If an employee is employed "at-will," the employer may fire them at any time, for any cause, or for no reason at all. When an employee is hired "for cause" rather than "at will," the employer must have a reasonable reason to fire them. If an employee fails to fulfill the job's duties, there is good cause in California.


Unlawful termination Isn't Justified by "At-Will" Employment.


Employers cannot discriminate against an "at-will" employee who asserts their civil rights by breaking anti-discrimination laws. Employees who are dismissed for exercising their legal rights, unfair motives, or in breach of an employment contract may have a claim for wrongful termination.


There are clearly specified cases where an employer might have unlawfully terminated jobs under the California Fair Employment and Housing Act.

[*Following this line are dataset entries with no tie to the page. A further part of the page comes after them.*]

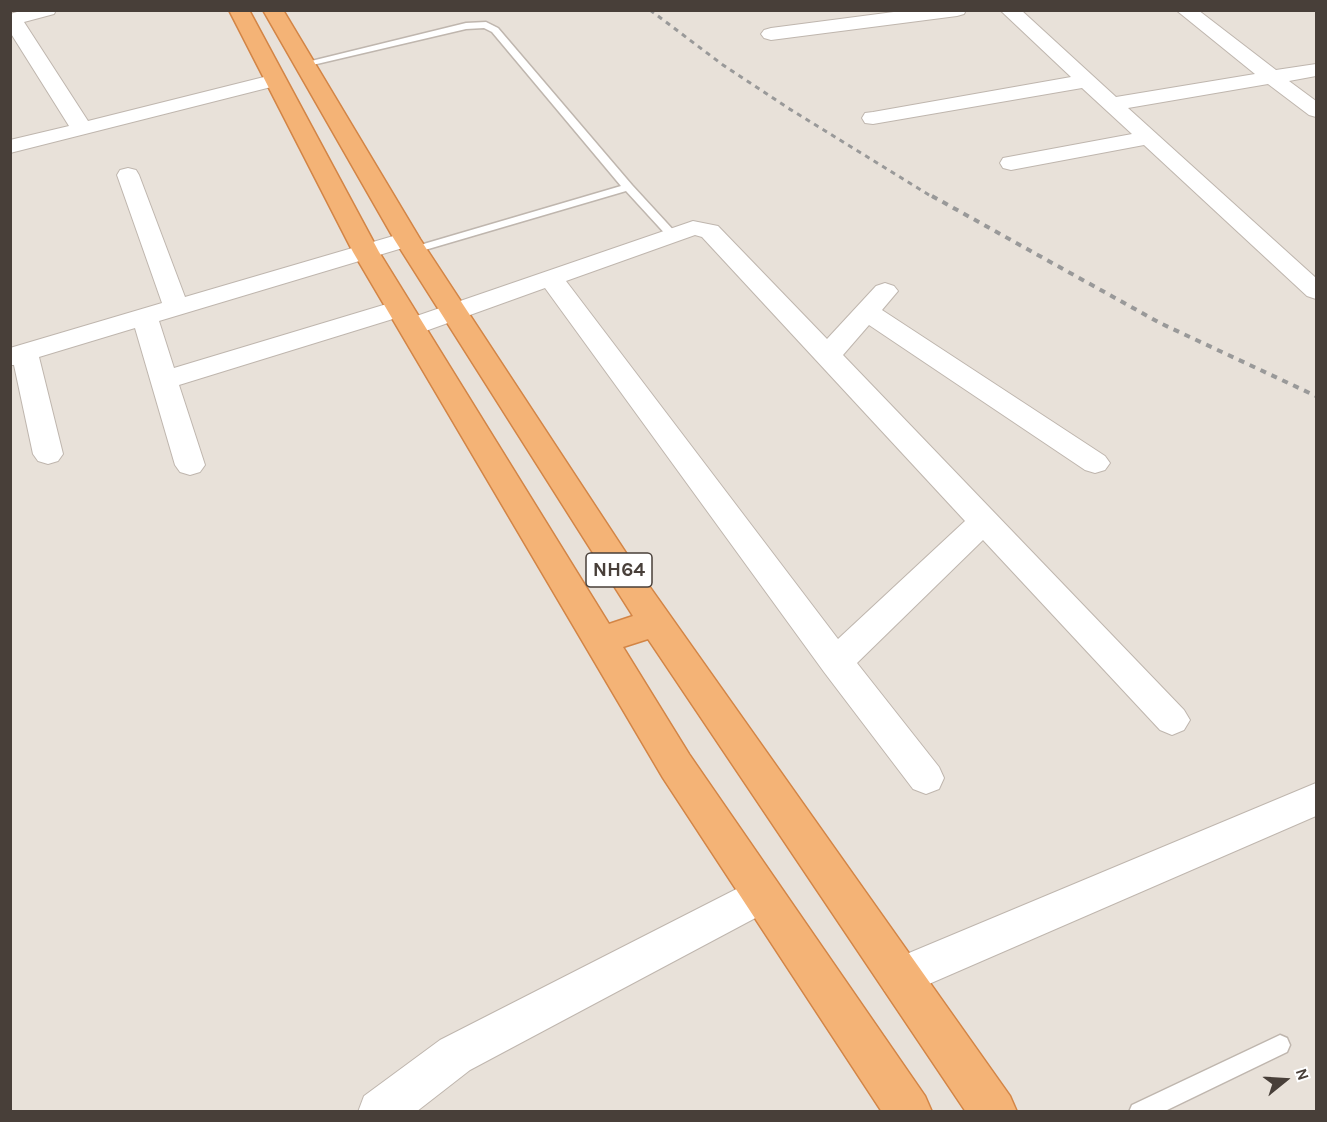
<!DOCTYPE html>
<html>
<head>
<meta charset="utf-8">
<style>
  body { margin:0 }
  #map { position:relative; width:1327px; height:1122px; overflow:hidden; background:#f4f0eb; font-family:Karla,sans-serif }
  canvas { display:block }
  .frame { position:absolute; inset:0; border:12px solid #483f39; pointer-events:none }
  .north { position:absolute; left:1255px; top:1050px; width:60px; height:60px; -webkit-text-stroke:4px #fff; paint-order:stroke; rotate:72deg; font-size:16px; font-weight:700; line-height:24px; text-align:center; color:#483f39 }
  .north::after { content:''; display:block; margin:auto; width:21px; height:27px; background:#483f39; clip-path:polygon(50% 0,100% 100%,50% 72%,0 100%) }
</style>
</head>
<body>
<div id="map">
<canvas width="1327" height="1122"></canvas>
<div class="frame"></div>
<div class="north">N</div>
</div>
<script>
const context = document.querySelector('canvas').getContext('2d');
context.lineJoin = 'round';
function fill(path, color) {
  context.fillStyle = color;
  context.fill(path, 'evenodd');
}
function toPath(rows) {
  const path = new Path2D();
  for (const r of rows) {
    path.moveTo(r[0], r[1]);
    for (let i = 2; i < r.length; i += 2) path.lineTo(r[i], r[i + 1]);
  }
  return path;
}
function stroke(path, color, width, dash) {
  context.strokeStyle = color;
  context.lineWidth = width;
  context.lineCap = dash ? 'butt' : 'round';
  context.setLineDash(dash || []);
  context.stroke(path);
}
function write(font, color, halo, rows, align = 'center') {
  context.font = font + ' Karla,sans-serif';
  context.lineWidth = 4.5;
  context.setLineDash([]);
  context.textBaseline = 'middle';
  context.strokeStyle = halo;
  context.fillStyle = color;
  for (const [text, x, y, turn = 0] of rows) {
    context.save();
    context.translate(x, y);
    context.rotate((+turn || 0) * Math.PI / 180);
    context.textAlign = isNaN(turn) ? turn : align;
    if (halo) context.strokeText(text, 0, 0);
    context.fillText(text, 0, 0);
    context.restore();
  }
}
fill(toPath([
  [11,11,1316,11,1316,1111,11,1111]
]), '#e8e1d9');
const lane = toPath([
  [466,23,486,22,498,28,632,185,677,234,677,238,669,238,626,191,418,252,410,252,410,248,621,186,492,32,484,28,466,29,304,67,299,64,466,23],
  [1280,1035,1287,1038,1290,1045,1287,1052,1163,1112,1129,1112,1132,1105,1280,1035]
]);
const street = toPath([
  [24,10,56,10,54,14,24,22,88,121,276,74,283,76,286,80,283,84,10,153,10,140,69,126,10,32,10,14,24,10],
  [909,10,966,10,964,14,957,16,771,40,764,38,761,34,764,30,771,28,909,10],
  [1000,10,1021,10,1116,97,1255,74,1176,10,1198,10,1276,70,1316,64,1316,76,1289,81,1316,101,1316,117,1309,115,1268,84,1128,108,1316,278,1316,299,1307,296,1144,145,1011,170,1003,168,1000,163,1003,158,1132,134,1082,88,873,124,865,123,862,118,865,113,873,112,1071,77,1000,10],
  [128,168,136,170,139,175,185,297,407,232,416,234,419,239,416,244,159,321,174,368,400,300,409,302,413,308,409,314,179,385,205,465,200,472,190,475,180,472,175,465,135,328,39,357,63,454,58,461,48,464,38,461,33,454,14,365,10,365,10,348,162,303,117,175,120,170,128,168],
  [693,221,718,226,827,339,876,286,885,283,894,286,898,291,882,310,1105,456,1110,463,1105,470,1095,473,1085,470,869,325,843,355,1184,710,1190,720,1184,730,1172,735,1160,730,983,540,857,663,939,767,944,778,939,789,926,794,913,789,824,672,545,288,420,333,411,335,402,333,398,327,402,321,693,221],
  [695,235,702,237,965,521,838,639,566,281,695,235],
  [1316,783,1316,816,899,997,885,991,878,977,885,963,1316,783],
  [762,876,776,881,782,894,776,907,470,1070,416,1112,358,1112,364,1096,440,1040,762,876]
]);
const highway = toPath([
  [229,10,249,10,379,252,609,624,633,616,394,239,263,10,283,10,420,239,630,559,1010,1096,1017,1112,966,1112,648,639,623,647,689,754,925,1096,932,1112,882,1112,663,778,353,252,229,10]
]);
stroke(lane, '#bfb6ae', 3);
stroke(street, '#bfb6ae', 2);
stroke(highway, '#d38546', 3);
fill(lane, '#fff');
fill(street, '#fff');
fill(highway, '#f4b376');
stroke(toPath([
  [650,10,723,65,788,108,934,198]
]), '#999', 3, [5, 5]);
stroke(toPath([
  [932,196,1160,323,1316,396]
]), '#999', 4, [6, 6]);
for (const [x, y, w] of [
  [619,570,66]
]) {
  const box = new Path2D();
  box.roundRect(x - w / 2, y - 17, w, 34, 4.5);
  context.fillStyle = '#fff';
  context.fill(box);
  stroke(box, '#483f39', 1.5);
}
write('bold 20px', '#483f39', null, [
  ["NH64",619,570]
]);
</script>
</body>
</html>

Termination for any of the following reasons would be considered illegal:

  • Discrimination based on age

  • Discrimination based on a criminal conviction

  • Discrimination based on disability

  • Discrimination based on ethnicity

  • Discrimination based on family responsibility

  • Discrimination based on gender or sexuality

  • A workplace that is hostile

  • Discrimination based on a medical condition

  • Discrimination based on military status

  • Discrimination based on national origin

  • Discrimination against pregnant women

  • Discrimination based on race

  • Discrimination based on religion

  • Discrimination based on gender stereotypes

  • Harassment of women

  • Discrimination based on sexual orientation

  • Discrimination against transgender people

  • Political party membership

  • Discretionary dismissal – hostile work atmosphere

  • Retaliation for concerns on occupational health and safety

  • Retaliation against anyone who complains about unpaid salaries or overtime.

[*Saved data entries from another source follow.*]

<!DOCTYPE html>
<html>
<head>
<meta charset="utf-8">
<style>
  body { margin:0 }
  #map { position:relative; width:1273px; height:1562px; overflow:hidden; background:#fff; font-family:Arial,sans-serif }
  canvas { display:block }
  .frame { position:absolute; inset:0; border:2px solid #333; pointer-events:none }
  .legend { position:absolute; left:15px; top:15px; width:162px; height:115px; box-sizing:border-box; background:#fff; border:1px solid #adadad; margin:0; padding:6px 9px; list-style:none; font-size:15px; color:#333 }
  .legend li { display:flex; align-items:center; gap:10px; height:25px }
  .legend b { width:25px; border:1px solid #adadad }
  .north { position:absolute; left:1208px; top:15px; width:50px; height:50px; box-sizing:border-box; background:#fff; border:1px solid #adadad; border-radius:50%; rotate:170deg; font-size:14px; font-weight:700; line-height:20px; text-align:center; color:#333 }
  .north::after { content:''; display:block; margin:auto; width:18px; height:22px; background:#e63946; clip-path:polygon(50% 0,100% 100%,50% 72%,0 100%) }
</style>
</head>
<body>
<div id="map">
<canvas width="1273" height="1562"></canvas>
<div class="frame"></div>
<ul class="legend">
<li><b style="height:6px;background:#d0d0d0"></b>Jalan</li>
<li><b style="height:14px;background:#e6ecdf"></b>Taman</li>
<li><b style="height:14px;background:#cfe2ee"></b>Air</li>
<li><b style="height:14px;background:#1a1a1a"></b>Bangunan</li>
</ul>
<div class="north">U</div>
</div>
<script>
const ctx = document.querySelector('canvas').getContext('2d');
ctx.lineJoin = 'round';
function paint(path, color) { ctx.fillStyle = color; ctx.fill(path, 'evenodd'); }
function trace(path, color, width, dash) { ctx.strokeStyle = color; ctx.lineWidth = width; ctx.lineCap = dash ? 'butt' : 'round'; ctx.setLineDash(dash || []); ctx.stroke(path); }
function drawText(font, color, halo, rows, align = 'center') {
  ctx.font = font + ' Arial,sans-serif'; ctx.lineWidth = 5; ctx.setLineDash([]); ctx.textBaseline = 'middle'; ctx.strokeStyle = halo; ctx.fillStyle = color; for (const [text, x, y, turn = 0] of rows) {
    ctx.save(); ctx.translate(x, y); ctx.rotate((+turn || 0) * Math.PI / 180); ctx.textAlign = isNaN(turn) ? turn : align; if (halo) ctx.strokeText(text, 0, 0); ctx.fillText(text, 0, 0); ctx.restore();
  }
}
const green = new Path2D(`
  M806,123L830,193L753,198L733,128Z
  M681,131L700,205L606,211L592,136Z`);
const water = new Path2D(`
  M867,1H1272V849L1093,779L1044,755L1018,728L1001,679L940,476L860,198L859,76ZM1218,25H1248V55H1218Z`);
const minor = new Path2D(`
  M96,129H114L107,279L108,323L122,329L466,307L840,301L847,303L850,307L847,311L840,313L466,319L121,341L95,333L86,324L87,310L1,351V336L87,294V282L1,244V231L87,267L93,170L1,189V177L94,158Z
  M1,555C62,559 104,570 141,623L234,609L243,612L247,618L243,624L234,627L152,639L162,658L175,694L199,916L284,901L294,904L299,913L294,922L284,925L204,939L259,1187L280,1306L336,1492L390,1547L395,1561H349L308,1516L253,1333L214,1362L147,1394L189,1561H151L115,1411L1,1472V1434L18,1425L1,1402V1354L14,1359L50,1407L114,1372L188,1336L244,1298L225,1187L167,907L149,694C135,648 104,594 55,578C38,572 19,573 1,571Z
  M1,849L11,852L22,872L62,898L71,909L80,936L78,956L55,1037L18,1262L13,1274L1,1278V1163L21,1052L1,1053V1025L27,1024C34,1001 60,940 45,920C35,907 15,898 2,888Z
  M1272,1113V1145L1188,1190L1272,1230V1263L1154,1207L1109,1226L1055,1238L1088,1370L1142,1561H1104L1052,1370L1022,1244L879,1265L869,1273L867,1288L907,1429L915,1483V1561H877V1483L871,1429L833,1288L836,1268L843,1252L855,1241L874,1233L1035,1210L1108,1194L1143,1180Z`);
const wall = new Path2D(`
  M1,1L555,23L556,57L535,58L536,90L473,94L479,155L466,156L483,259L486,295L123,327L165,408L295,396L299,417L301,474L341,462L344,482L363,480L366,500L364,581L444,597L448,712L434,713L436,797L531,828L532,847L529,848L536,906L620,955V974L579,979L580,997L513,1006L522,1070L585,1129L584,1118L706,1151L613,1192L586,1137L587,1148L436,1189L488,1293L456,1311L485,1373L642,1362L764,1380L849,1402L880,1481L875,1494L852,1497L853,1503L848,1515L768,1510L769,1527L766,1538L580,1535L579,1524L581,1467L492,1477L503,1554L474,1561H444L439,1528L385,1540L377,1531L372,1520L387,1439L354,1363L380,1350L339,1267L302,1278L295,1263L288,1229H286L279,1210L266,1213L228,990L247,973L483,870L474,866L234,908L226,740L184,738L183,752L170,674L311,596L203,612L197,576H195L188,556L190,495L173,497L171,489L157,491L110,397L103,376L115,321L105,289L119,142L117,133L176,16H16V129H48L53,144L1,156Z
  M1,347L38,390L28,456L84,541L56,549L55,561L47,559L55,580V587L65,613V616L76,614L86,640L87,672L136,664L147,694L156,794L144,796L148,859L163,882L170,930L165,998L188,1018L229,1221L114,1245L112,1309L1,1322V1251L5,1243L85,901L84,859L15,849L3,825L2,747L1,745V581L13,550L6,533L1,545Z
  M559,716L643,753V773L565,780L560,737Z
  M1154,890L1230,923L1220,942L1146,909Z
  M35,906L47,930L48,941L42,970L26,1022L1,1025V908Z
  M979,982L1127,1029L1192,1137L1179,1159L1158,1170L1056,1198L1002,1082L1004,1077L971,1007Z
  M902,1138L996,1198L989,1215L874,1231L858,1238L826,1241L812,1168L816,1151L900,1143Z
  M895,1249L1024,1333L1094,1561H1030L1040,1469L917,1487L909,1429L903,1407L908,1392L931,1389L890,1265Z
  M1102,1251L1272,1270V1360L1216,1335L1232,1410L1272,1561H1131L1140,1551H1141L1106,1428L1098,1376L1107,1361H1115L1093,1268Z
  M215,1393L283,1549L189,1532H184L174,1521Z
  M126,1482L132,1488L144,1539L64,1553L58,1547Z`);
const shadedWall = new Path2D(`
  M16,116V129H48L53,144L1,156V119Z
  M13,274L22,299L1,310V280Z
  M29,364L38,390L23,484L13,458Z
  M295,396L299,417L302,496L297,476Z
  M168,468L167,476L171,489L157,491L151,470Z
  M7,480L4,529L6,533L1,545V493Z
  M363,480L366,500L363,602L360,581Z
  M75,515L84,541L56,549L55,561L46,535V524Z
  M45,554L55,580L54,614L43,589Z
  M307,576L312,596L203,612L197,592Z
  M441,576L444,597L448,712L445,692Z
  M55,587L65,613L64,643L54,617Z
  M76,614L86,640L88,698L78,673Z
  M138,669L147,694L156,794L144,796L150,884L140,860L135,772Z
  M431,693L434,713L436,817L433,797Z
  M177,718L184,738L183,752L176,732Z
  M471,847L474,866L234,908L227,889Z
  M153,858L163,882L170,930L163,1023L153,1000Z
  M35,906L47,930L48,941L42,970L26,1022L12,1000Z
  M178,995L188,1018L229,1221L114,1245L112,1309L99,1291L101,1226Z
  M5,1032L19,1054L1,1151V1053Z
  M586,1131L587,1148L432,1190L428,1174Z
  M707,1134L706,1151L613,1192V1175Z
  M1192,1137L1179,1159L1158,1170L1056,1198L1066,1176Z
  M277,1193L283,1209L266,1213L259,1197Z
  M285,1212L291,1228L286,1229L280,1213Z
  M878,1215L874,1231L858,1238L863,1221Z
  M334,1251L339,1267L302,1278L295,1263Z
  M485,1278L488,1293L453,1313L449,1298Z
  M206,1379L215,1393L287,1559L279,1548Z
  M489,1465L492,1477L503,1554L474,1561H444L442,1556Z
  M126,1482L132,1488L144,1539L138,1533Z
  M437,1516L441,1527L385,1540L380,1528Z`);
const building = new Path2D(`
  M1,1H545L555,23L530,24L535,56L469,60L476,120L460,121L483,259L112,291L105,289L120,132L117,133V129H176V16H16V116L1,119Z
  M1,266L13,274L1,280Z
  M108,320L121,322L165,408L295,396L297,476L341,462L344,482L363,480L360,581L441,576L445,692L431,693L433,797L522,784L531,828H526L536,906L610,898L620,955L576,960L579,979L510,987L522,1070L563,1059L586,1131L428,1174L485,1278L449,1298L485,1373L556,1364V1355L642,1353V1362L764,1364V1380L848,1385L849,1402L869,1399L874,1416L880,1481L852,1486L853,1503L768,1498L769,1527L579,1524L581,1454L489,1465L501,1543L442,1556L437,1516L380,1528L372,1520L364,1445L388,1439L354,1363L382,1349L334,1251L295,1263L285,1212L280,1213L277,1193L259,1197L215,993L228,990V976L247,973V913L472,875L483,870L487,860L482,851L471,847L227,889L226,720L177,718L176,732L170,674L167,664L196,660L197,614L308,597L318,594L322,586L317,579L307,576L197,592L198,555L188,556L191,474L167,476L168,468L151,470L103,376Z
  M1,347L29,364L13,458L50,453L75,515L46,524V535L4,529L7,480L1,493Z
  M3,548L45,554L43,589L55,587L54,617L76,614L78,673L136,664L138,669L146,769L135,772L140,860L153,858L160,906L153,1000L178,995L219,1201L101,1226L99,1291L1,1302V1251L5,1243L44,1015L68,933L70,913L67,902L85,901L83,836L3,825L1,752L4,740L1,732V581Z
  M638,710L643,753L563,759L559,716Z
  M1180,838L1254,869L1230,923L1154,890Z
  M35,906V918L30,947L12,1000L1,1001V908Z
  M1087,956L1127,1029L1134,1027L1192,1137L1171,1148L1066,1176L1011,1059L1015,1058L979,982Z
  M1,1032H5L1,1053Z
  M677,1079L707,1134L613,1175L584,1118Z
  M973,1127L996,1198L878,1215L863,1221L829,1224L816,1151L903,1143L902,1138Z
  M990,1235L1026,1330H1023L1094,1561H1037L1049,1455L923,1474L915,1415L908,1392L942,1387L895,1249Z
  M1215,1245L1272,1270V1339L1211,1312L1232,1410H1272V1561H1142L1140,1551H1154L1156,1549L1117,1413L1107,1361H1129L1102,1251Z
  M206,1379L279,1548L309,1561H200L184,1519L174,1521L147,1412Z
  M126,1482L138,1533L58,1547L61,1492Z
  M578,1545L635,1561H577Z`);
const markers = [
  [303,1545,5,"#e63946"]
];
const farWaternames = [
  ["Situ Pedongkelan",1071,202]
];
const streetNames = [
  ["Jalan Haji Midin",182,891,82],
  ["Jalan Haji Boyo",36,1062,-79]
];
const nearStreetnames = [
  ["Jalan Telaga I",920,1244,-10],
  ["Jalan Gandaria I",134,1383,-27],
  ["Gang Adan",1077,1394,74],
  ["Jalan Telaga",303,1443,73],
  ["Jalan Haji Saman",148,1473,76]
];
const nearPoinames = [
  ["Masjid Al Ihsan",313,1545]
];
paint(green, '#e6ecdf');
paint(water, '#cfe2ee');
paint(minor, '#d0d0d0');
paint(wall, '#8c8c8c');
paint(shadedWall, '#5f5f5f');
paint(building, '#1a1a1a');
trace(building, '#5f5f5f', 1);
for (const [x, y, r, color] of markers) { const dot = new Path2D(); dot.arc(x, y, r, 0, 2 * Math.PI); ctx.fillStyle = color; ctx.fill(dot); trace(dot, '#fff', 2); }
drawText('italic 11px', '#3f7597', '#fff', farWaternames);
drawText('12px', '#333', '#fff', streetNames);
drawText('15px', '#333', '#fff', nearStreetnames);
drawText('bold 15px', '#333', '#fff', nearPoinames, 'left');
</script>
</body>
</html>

  • Retaliation for filing a complaint about a breach of the Labor Code, such as the failure to offer meal or rest breaks.

  • Healthcare staff is being retaliated against for reporting patient safety issues.

  • Retaliation from reporting an OSHA violation.

  • Termination for any of the reasons mentioned above will be deemed illegal.

  • Contractual Obligations

Despite the fact that most employment agreements are assumed to be "at-will," certain employment conditions are specifically specified in a contract. The contract will detail the terms of employment, including the length of employment and the right to be terminated "without cause."